His pressing from the front was quite handy, until the system was changed to something more defensive. When his role became that of creating and helping instigate attacks, he quickly cowered into his shell and ambled around on the pitch in a disinterested manner.

The 24-year-old is on the cusp of becoming an untapped talent – one of those that simply cannot grasp his chance when given to him. Benfica will not want to wait for him to come good, either.

 

Hélder Postiga

Where do we start with a man who sees more bookings than goals most seasons? Jorge Mendes does an excellent job at finding him top-flight teams every single year, yet Postiga is nothing but a profligate journeyman.

Postiga offered very little other than sporadic strong displays of hold-up play. He notched just one goal in the league and one in the Copa del Rey. He was not without chances – both to start and score. But it was typical Postiga: unreliable, aggressive and slow in build-up.

He was signed to overtake Toche, but the veteran Spanish striker ended up scoring more goals from the bench than Postiga as a starter. Eventually, Postiga’s chances were cut short when Oriol Riera was acquired in January. Thankfully for all parties, Postiga’s contract lasted just one season.

 

Hélder Costa

Benfica seem to grab a metaphorical brush and sweep players over the border to A Coruña – sometimes excessively. Costa was a player who featured next-to-no times because the forward line was already stacked to the brim.

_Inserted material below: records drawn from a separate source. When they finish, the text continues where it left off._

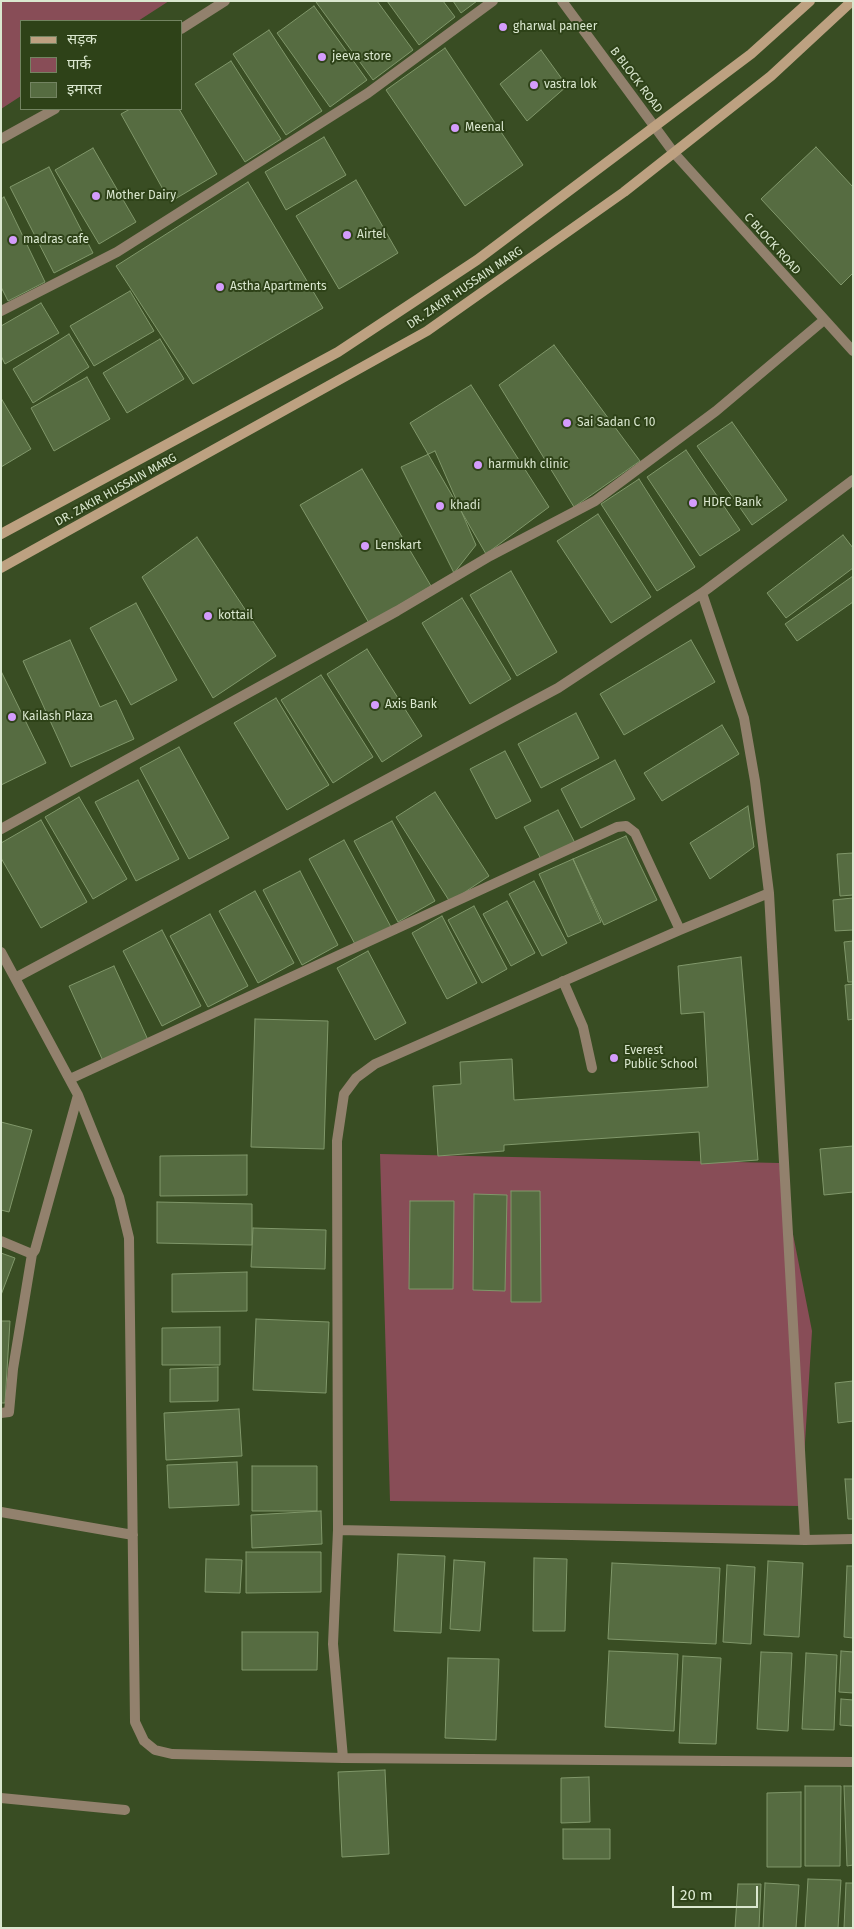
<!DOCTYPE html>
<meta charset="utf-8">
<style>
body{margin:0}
#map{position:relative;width:854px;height:1929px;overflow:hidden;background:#394d23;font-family:"Fira Sans","Noto Sans Devanagari",sans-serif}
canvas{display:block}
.frame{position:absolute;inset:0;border:2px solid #dae7cf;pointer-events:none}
.legend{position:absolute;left:20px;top:20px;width:162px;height:90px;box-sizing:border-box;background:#2e4218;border:1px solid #738461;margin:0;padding:6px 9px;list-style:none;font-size:15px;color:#dae7cf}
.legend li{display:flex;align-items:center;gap:10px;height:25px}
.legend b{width:25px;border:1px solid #738461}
.scale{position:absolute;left:672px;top:1886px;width:86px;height:22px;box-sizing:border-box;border:2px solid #dae7cf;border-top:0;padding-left:6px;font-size:15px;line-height:18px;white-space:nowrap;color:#dae7cf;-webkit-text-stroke:4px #2e4218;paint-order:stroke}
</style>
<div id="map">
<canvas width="854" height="1929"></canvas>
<div class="frame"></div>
<ul class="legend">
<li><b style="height:6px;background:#bda181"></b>सड़क</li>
<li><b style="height:14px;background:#884d57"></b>पार्क</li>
<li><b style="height:14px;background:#566c41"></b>इमारत</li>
</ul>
<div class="scale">20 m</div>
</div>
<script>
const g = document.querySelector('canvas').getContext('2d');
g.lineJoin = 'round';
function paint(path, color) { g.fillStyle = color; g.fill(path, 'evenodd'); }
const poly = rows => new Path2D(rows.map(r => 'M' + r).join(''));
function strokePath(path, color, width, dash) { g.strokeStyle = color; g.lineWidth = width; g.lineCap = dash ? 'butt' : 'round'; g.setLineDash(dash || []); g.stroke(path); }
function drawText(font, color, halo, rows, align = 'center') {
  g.font = font + ' "Fira Sans",sans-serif'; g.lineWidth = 4; g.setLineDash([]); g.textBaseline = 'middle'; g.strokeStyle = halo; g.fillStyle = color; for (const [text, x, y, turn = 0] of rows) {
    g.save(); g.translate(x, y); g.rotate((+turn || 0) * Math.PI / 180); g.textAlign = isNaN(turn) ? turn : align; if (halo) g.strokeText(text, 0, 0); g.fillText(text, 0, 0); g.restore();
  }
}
paint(poly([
 [1,1,169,1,138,21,21,21,21,96,1,109],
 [380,1154,779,1163,812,1331,801,1506,390,1501]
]), '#884d57');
const building = poly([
 [317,1,377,1,413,50,373,80,316,2,317,1],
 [387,1,443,1,455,17,419,45,387,1],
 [453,1,477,1,461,13,453,1],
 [314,6,367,80,330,107,277,33,314,6],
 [269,30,322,111,286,135,233,54,269,30],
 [445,48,523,165,465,206,386,90,445,48],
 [541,50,567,86,527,121,500,84,541,50],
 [231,61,281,139,245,162,195,84,231,61],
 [130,109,179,109,217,174,170,202,121,114,130,109],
 [324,137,346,175,286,210,265,172,324,137],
 [816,147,853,187,853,273,841,285,761,199,816,147],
 [93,148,136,222,99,244,55,170,93,148],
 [49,167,93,253,54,273,10,187,49,167],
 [356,180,398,253,339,289,296,216,356,180],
 [248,182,323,308,193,384,116,266,248,182],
 [4,197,45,282,8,301,1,287,1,199,4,197],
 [130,291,154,331,94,366,70,326,130,291],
 [41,303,59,333,5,364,1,356,1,326,41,303],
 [69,334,89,367,33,403,13,369,69,334],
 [160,339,184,379,127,413,103,373,160,339],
 [554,345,640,461,574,507,499,385,554,345],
 [87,377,110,419,54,451,31,408,87,377],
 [471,385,549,507,486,554,410,423,471,385],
 [1,398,31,449,1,467,1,398],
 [732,422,787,500,752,525,697,446,732,422],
 [686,450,740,530,700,556,647,477,686,450],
 [435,451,476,545,454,573,401,467,435,451],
 [362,469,431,586,369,623,300,505,362,469],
 [639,479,695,567,657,591,601,504,639,479],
 [598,514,651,597,611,623,557,541,598,514],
 [843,535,853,548,853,568,786,618,767,593,843,535],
 [197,537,276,656,213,698,142,577,197,537],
 [511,571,557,652,517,676,470,595,511,571],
 [853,576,853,602,797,641,785,624,853,576],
 [462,598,511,679,470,704,422,623,462,598],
 [136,603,177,680,131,705,90,628,136,603],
 [70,640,100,707,116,700,134,739,71,767,23,661,70,640],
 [691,640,715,682,624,735,600,694,691,640],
 [367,649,422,736,382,762,327,674,367,649],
 [1,671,46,763,1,785,1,671],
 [321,675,373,757,333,783,281,700,321,675],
 [276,698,329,785,287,810,234,723,276,698],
 [576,713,599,758,541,788,518,744,576,713],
 [722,725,739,754,662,801,644,773,722,725],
 [179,747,229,838,189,859,140,768,179,747],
 [505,751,531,801,496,819,470,769,505,751],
 [615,760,635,799,581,828,561,789,615,760],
 [138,780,179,859,136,881,95,802,138,780],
 [435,792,489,876,450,902,396,817,435,792],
 [79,797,127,879,93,899,45,817,79,797],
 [748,806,754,847,710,879,690,843,748,806],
 [558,810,575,843,542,861,524,827,558,810],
 [41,820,87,902,41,928,1,858,1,843,41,820],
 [392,821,435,901,398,922,354,841,392,821],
 [626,836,657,900,604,925,573,859,626,836],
 [344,840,391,927,356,946,309,859,344,840],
 [853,853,853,895,840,896,837,854,853,853],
 [573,859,601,922,568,937,539,874,573,859],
 [300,871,338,945,302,965,263,890,300,871],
 [534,881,567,943,542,956,509,894,534,881],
 [255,891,294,963,258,983,219,911,255,891],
 [853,898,853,930,835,931,833,900,853,898],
 [507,901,535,953,511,966,483,914,507,901],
 [474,906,507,969,482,983,448,920,474,906],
 [210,914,248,986,208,1007,170,936,210,914],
 [442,916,477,983,447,999,412,933,442,916],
 [162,930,201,1006,162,1026,123,951,162,930],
 [853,941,853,982,848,982,844,942,853,941],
 [368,951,406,1023,375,1040,337,968,368,951],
 [741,957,758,1160,701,1164,699,1132,504,1145,504,1151,438,1156,433,1086,461,1084,460,1062,512,1059,514,1100,708,1087,704,1012,681,1014,678,966,741,957],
 [114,966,148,1040,103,1061,69,986,114,966],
 [853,984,853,1019,848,1020,845,985,853,984],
 [255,1019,328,1021,324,1149,251,1147,255,1019],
 [1,1122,32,1130,9,1212,1,1210,1,1122],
 [853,1146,853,1192,824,1195,820,1149,853,1146],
 [247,1155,247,1195,160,1196,160,1156,247,1155],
 [511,1191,540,1191,541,1302,511,1302,511,1191],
 [474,1194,507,1195,505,1291,473,1290,474,1194],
 [410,1201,454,1201,453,1289,409,1289,410,1201],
 [157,1202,252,1204,252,1245,157,1243,157,1202],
 [253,1228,326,1230,325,1269,251,1267,253,1228],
 [1,1253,15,1258,1,1295,1,1253],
 [247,1272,247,1311,172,1312,172,1274,247,1272],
 [256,1319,329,1322,326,1393,253,1390,256,1319],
 [1,1321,10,1321,5,1403,1,1403,1,1321],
 [220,1327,220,1365,162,1365,162,1328,220,1327],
 [218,1367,218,1401,170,1402,170,1369,218,1367],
 [853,1381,853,1421,838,1423,835,1383,853,1381],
 [239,1409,242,1456,166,1460,164,1413,239,1409],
 [237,1462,239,1505,169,1508,167,1465,237,1462],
 [252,1466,317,1466,317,1511,252,1511,252,1466],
 [845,1479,853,1479,853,1519,848,1519,845,1479],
 [321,1511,322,1544,252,1548,251,1515,321,1511],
 [246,1552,321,1552,321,1592,246,1593,246,1552],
 [398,1554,445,1556,441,1633,394,1631,398,1554],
 [534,1558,567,1559,565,1631,533,1631,534,1558],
 [206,1559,242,1560,240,1593,205,1592,206,1559],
 [454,1560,485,1562,480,1631,450,1629,454,1560],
 [768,1561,803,1563,799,1637,764,1635,768,1561],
 [612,1563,720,1568,716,1644,608,1639,612,1563],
 [727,1565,755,1567,751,1644,723,1642,727,1565],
 [847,1566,853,1566,853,1638,844,1637,847,1566],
 [242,1632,318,1632,317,1670,242,1670,242,1632],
 [609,1651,678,1654,674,1731,605,1727,609,1651],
 [841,1651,853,1652,853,1693,839,1692,841,1651],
 [761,1652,792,1653,788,1731,757,1729,761,1652],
 [806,1653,837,1655,834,1730,802,1729,806,1653],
 [683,1656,721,1658,716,1744,679,1743,683,1656],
 [448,1658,499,1659,496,1740,445,1738,448,1658],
 [841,1699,853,1700,853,1726,840,1725,841,1699],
 [385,1770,389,1854,342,1857,338,1772,385,1770],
 [589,1777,590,1822,561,1823,561,1778,589,1777],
 [805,1786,841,1786,840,1866,805,1866,805,1786],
 [844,1786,853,1786,853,1865,847,1866,844,1786],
 [801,1792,801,1867,767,1867,767,1793,801,1792],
 [563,1829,610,1829,610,1859,563,1859,563,1829],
 [808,1879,841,1880,838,1928,805,1928,808,1879],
 [765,1883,799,1885,796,1928,763,1928,765,1883],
 [846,1883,853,1883,853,1928,844,1928,846,1883],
 [738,1884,761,1884,759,1928,735,1928,738,1884]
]);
paint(building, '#566c41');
strokePath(building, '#80976a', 1);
strokePath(poly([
 [563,981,583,1027,592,1068]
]), '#92816d', 10);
strokePath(poly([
 [562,1,674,153,853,351],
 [181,29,225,1],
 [1,139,55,109],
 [1,311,117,252,368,93,493,1],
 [702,593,744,718,755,781,769,893,805,1540],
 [1,829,397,611,490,556,595,501,716,411,824,320],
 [1,952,78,1095,119,1197,129,1238,135,1722,144,1741,155,1750,172,1754,343,1758,853,1762],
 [17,977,558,688,702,593,853,480],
 [70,1079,617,827,626,826,635,833,680,930],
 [1,1241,32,1254],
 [1,1413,9,1412,13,1369,32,1254,35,1250,78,1095],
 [1,1512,133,1535],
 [338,1530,805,1540,853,1539],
 [343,1758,333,1644,338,1530,337,1141,344,1094,356,1078,375,1064,680,930,769,893],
 [1,1798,125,1810]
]), '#92816d', 10);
strokePath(poly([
 [1,534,338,352,477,260,751,54,810,1],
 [1,568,427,331,624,192,771,76,852,1]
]), '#bda181', 10);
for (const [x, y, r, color] of [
 [503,27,5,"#d49cfc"],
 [322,57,5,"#d49cfc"],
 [534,85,5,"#d49cfc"],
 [455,128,5,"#d49cfc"],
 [96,196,5,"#d49cfc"],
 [347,235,5,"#d49cfc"],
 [13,240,5,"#d49cfc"],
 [220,287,5,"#d49cfc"],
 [567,423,5,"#d49cfc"],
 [478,465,5,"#d49cfc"],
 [693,503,5,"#d49cfc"],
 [440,506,5,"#d49cfc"],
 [365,546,5,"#d49cfc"],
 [208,616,5,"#d49cfc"],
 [375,705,5,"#d49cfc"],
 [12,717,5,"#d49cfc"],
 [614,1058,5,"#d49cfc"]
]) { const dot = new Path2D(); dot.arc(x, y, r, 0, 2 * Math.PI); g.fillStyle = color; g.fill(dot); strokePath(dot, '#2e4218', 2); }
drawText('12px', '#dae7cf', '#2e4218', [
 ["gharwal paneer",513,27],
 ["jeeva store",332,57],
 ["vastra lok",544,85],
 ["Meenal",465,128],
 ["Mother Dairy",106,196],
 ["Airtel",357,235],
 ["madras cafe",23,240],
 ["Astha Apartments",230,287],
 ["Sai Sadan C 10",577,423],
 ["harmukh clinic",488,465],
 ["HDFC Bank",703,503],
 ["khadi",450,506],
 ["Lenskart",375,546],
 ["kottail",218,616],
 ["Axis Bank",385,705],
 ["Kailash Plaza",22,717],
 ["Everest",624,1051],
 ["Public School",624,1065]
], 'left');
drawText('12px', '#dae7cf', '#2e4218', [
 ["B BLOCK ROAD",636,80,53],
 ["C BLOCK ROAD",772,244,48],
 ["DR. ZAKIR HUSSAIN MARG",465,288,-34],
 ["DR. ZAKIR HUSSAIN MARG",116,490,-29]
]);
</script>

When he played, there was a clear youthfulness to his game: raw speed but no real end product or finality to his dribbles. He was clearly enthusiastic, but perhaps the loan should have been to a second division side.

 

Ivan Cavaleiro

The marmite of the Depor squad this season: you either loved his bullish runs, dribbles and constant pressing or you detested his profligacy in front of goal and tendency to hide. There was no middle ground in an already divisive fan base.

Personally, I thought Cavaleiro was a strong performer in patches. He created more chances than any other Deportivo player and registered the most assists. Furthermore, the arguments of him going incognito and underperforming were unfair. If he wasn’t creating chances, it was because Deportivo were pegged back. He is not the type of player to help out defensively beyond chasing loose balls – which he did very well.

If you judge him on an attacking basis alone, he was a fine performer. Add in all-round performances, and some questions marks can be thrown at him.

Regardless, his future is bright. Benfica would do well to hold onto him if there are some big departures to be witnessed in the forward areas. With the right harnessing of his potential and some more variety added to his attacking style, he could go very far.